*** Opening of PROVIDED ENTRIES ***

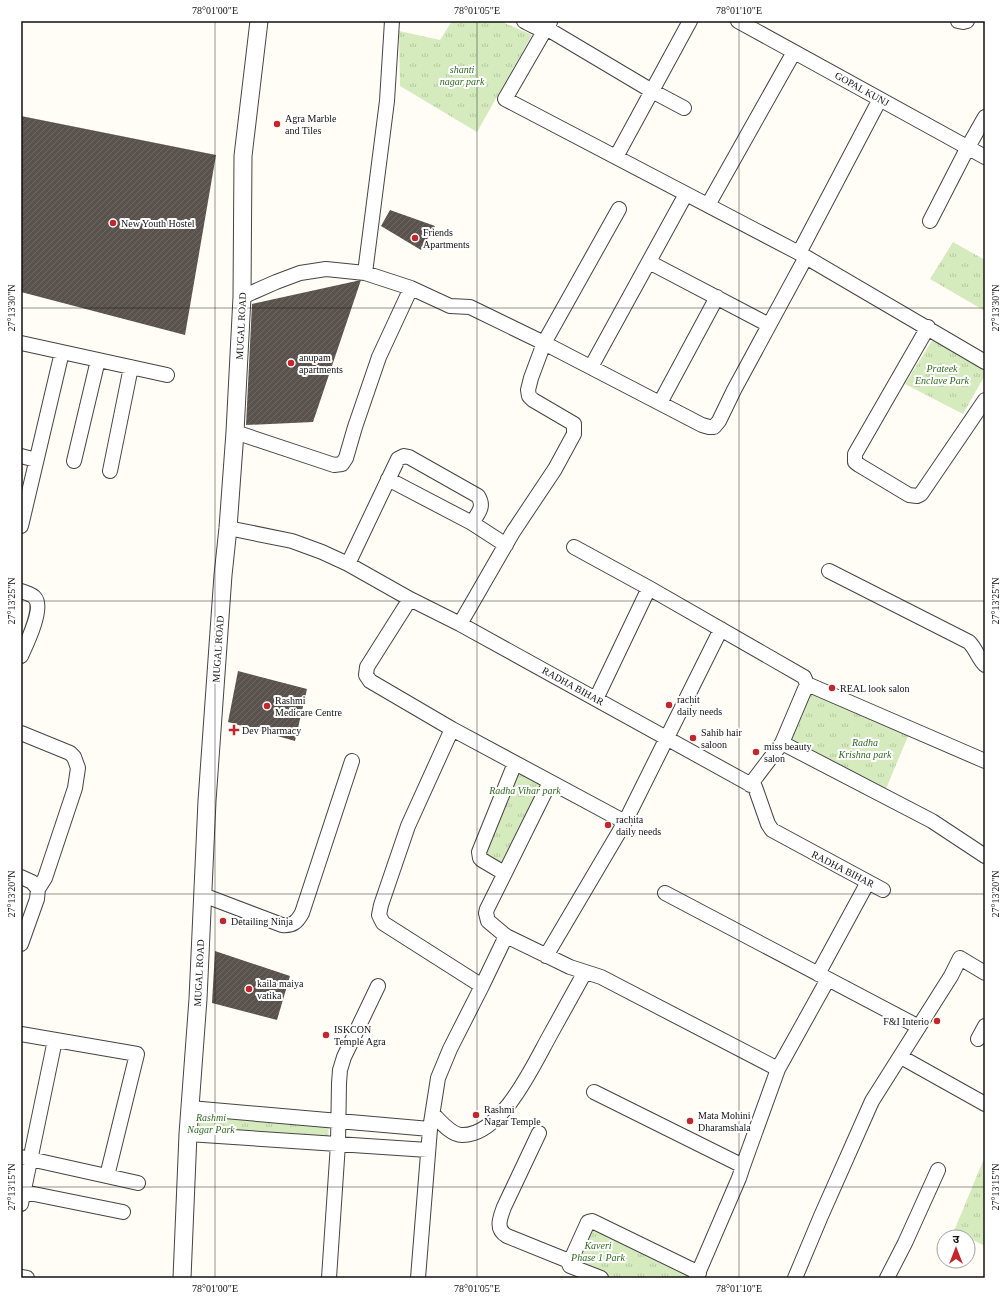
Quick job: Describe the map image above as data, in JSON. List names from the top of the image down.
{
  "streets": {
    "street": ["GOPAL KUNJ", "MUGAL ROAD", "RADHA BIHAR"]
  },
  "crossings": [
    ["MUGAL ROAD", "RADHA BIHAR"]
  ],
  "parks": [
    "shanti nagar park",
    "Prateek Enclave Park",
    "Radha Krishna park",
    "Radha Vihar park",
    "Rashmi Nagar Park",
    "Kaveri Phase 1 Park"
  ],
  "places": {
    "other": [
      "Agra Marble and Tiles",
      "New Youth Hostel",
      "Friends Apartments",
      "anupam apartments",
      "REAL look salon",
      "rachit daily needs",
      "Rashmi Medicare Centre",
      "Sahib hair saloon",
      "miss beauty salon",
      "rachita daily needs",
      "Detailing Ninja",
      "kaila maiya vatika",
      "F&I Interio",
      "ISKCON Temple Agra",
      "Rashmi Nagar Temple",
      "Mata Mohini Dharamshala"
    ],
    "health": ["Dev Pharmacy"]
  },
  "north": "top",
  "coordinates": [
    "78°01'00\"E",
    "78°01'05\"E",
    "78°01'10\"E",
    "27°13'30\"N",
    "27°13'25\"N",
    "27°13'20\"N",
    "27°13'15\"N"
  ]
}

*** Close of PROVIDED ENTRIES ***

WHAT YOU ARE ASKED TO DO
Keep each line of the records exactly as it is while transcribing them, but leave the images behind.

SOLUTION TO THE EXERCISE
Quick job: Describe the map image above as data, in JSON. List names from the top of the image down.
{
  "streets": {
    "street": ["GOPAL KUNJ", "MUGAL ROAD", "RADHA BIHAR"]
  },
  "crossings": [
    ["MUGAL ROAD", "RADHA BIHAR"]
  ],
  "parks": [
    "shanti nagar park",
    "Prateek Enclave Park",
    "Radha Krishna park",
    "Radha Vihar park",
    "Rashmi Nagar Park",
    "Kaveri Phase 1 Park"
  ],
  "places": {
    "other": [
      "Agra Marble and Tiles",
      "New Youth Hostel",
      "Friends Apartments",
      "anupam apartments",
      "REAL look salon",
      "rachit daily needs",
      "Rashmi Medicare Centre",
      "Sahib hair saloon",
      "miss beauty salon",
      "rachita daily needs",
      "Detailing Ninja",
      "kaila maiya vatika",
      "F&I Interio",
      "ISKCON Temple Agra",
      "Rashmi Nagar Temple",
      "Mata Mohini Dharamshala"
    ],
    "health": ["Dev Pharmacy"]
  },
  "north": "top",
  "coordinates": [
    "78°01'00\"E",
    "78°01'05\"E",
    "78°01'10\"E",
    "27°13'30\"N",
    "27°13'25\"N",
    "27°13'20\"N",
    "27°13'15\"N"
  ]
}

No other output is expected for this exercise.